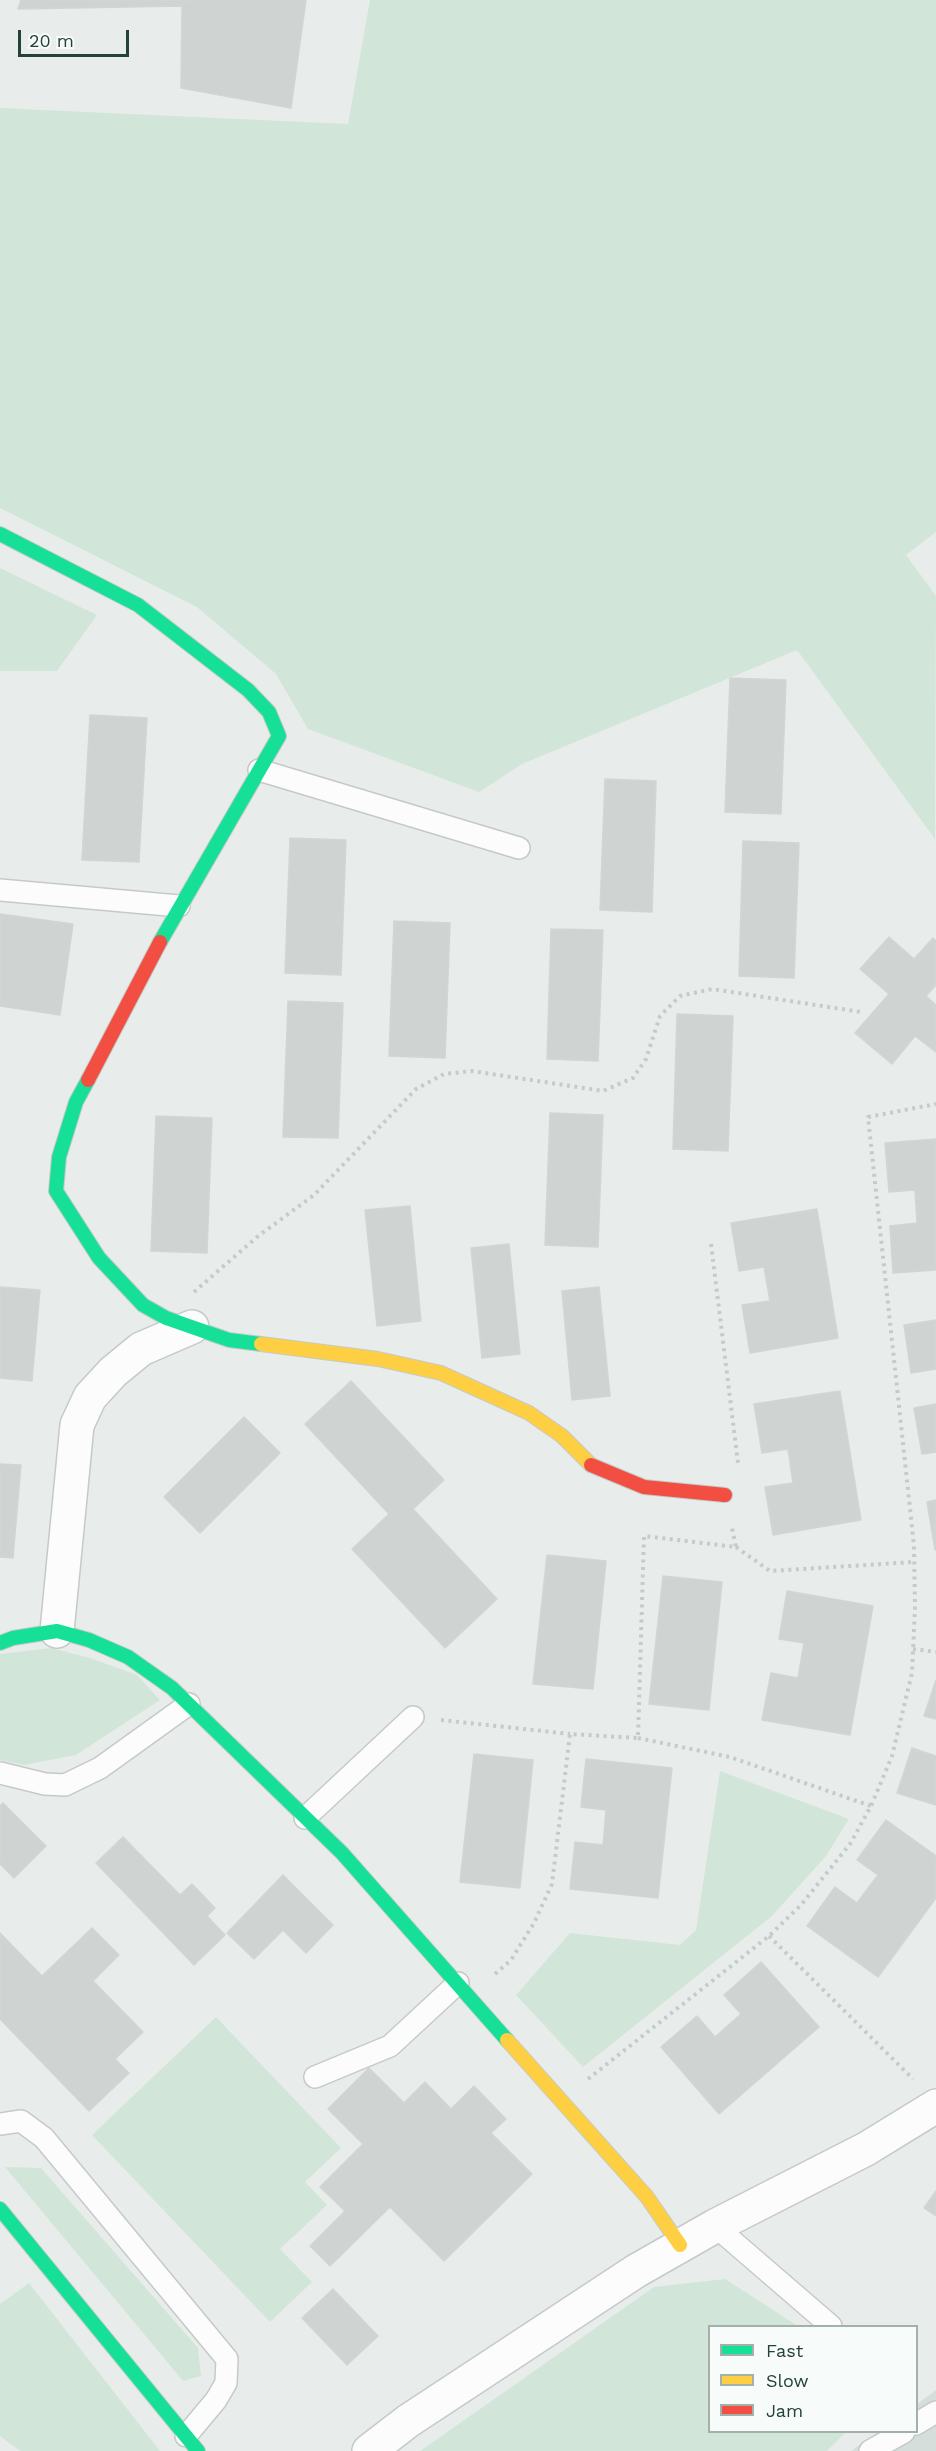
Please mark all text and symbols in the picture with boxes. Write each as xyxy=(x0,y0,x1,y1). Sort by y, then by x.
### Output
scale bar xyxy=(21,18,132,56)
text: 20 m xyxy=(29,30,74,51)
legend xyxy=(708,2325,918,2433)
text: Fast xyxy=(766,2340,803,2361)
text: Slow xyxy=(766,2370,809,2391)
text: Jam xyxy=(766,2400,803,2421)

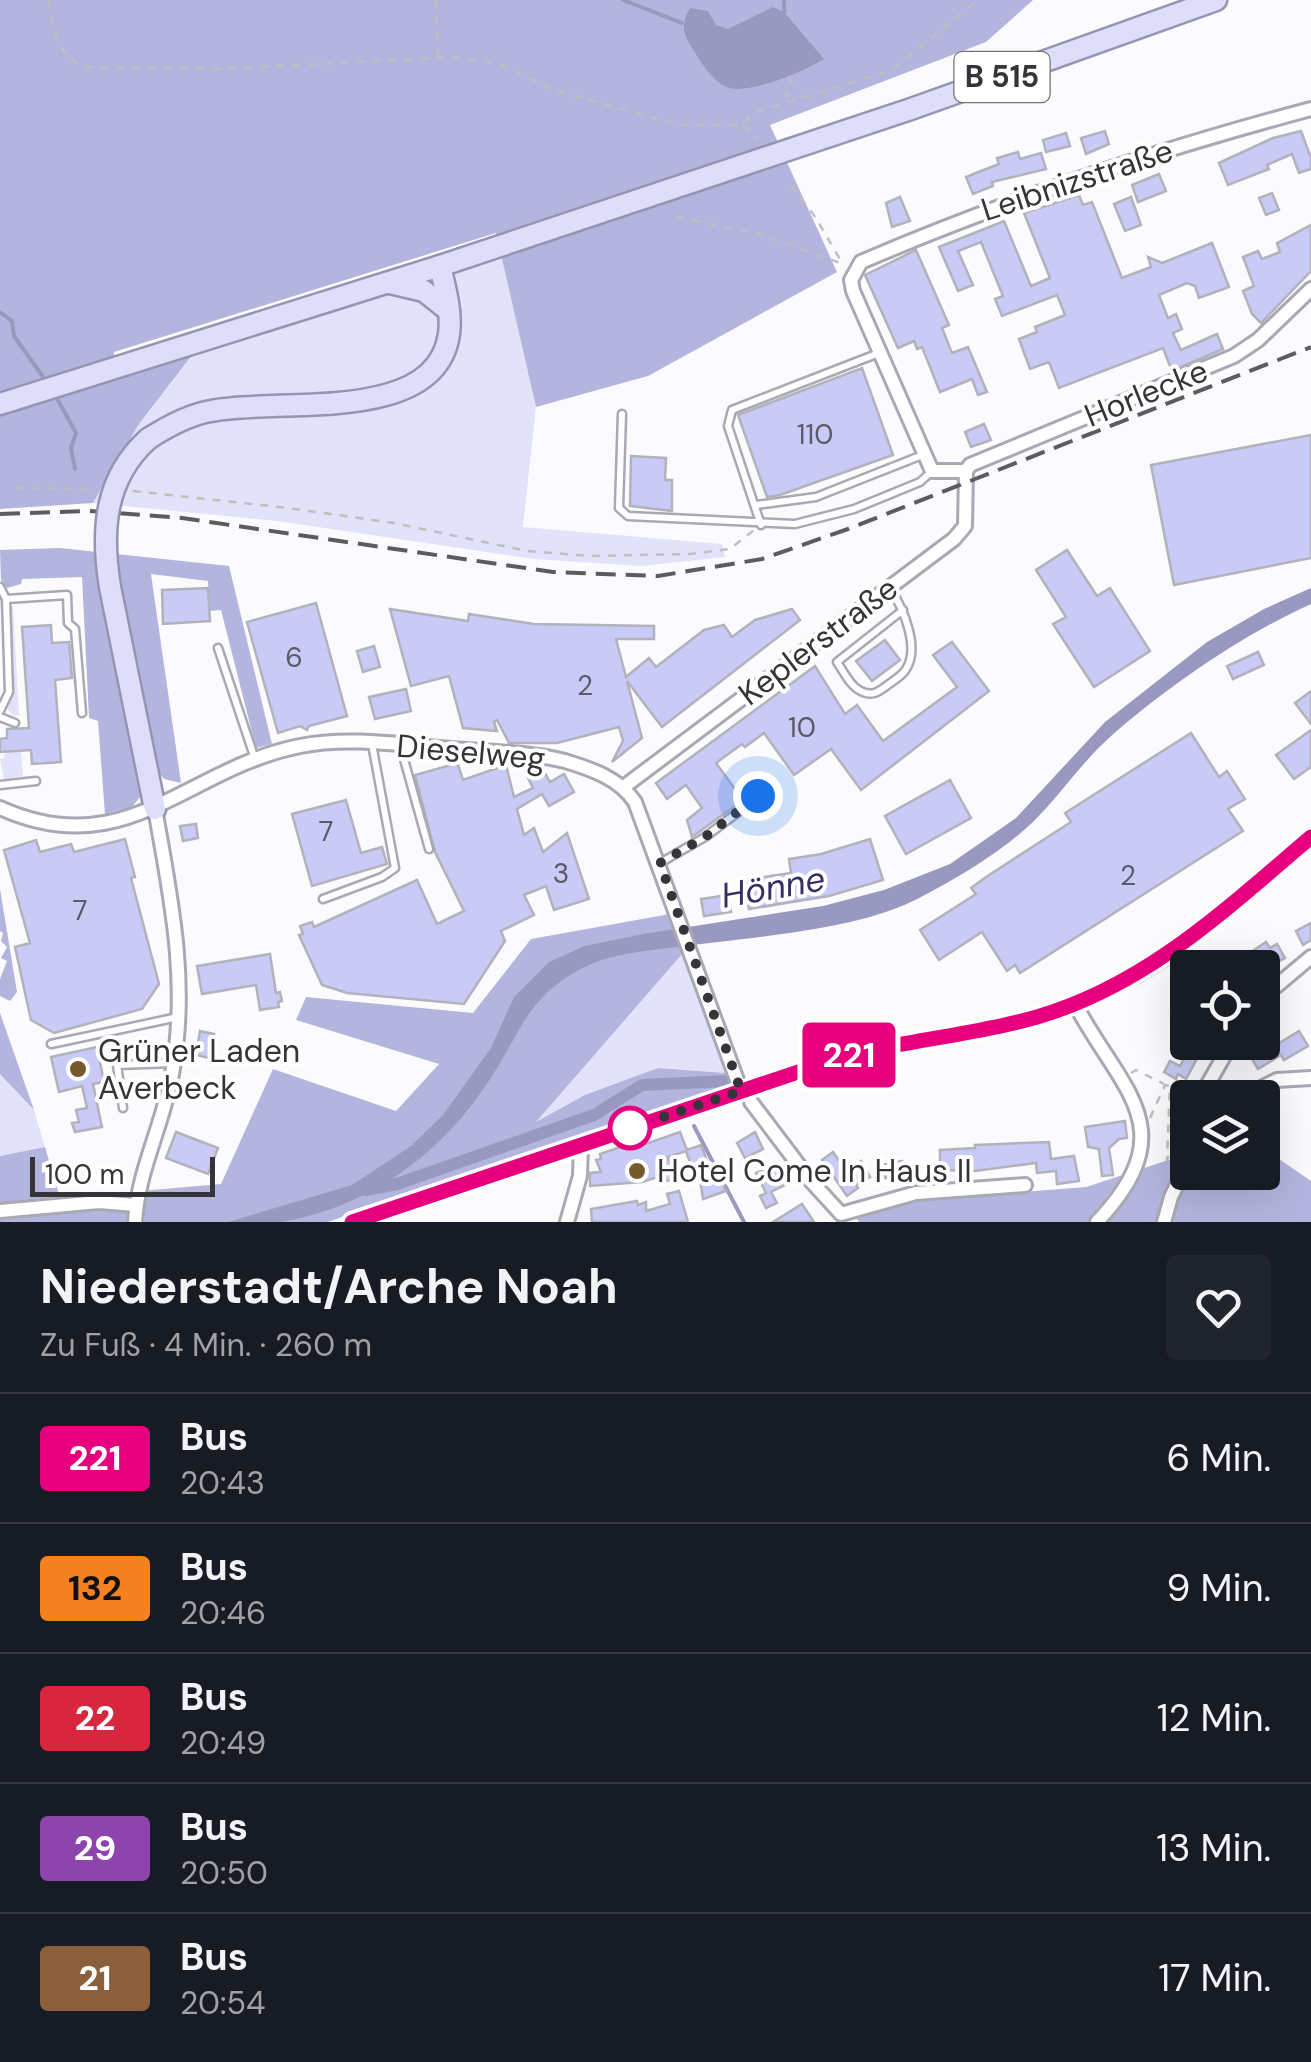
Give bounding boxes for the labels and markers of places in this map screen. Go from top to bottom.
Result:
place label: Grüner Laden Averbeck [98,1030,300,1109]
marker: Grüner Laden Averbeck [67,1058,89,1080]
unlabelled marker [609,1107,651,1149]
place label: Hotel Come In Haus II [657,1150,972,1192]
marker: Hotel Come In Haus II [626,1160,648,1182]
◆ ◆ ◆ ◆ ◆ ◆ ◆
# Goal of the exercise
Retype every entry exactly as written, but omit the pictures.

# Solved problem
Please mark all text and symbols in the picture with boxes. Write each as xyxy=(x0,y0,x1,y1). Sort by y, then by x.
### Output
scale bar xyxy=(21,18,132,56)
text: 20 m xyxy=(29,30,74,51)
legend xyxy=(708,2325,918,2433)
text: Fast xyxy=(766,2340,803,2361)
text: Slow xyxy=(766,2370,809,2391)
text: Jam xyxy=(766,2400,803,2421)

Give bounding boxes for the labels and markers of places in this map screen. Go from top to bottom.
Result:
place label: Grüner Laden Averbeck [98,1030,300,1109]
marker: Grüner Laden Averbeck [67,1058,89,1080]
unlabelled marker [609,1107,651,1149]
place label: Hotel Come In Haus II [657,1150,972,1192]
marker: Hotel Come In Haus II [626,1160,648,1182]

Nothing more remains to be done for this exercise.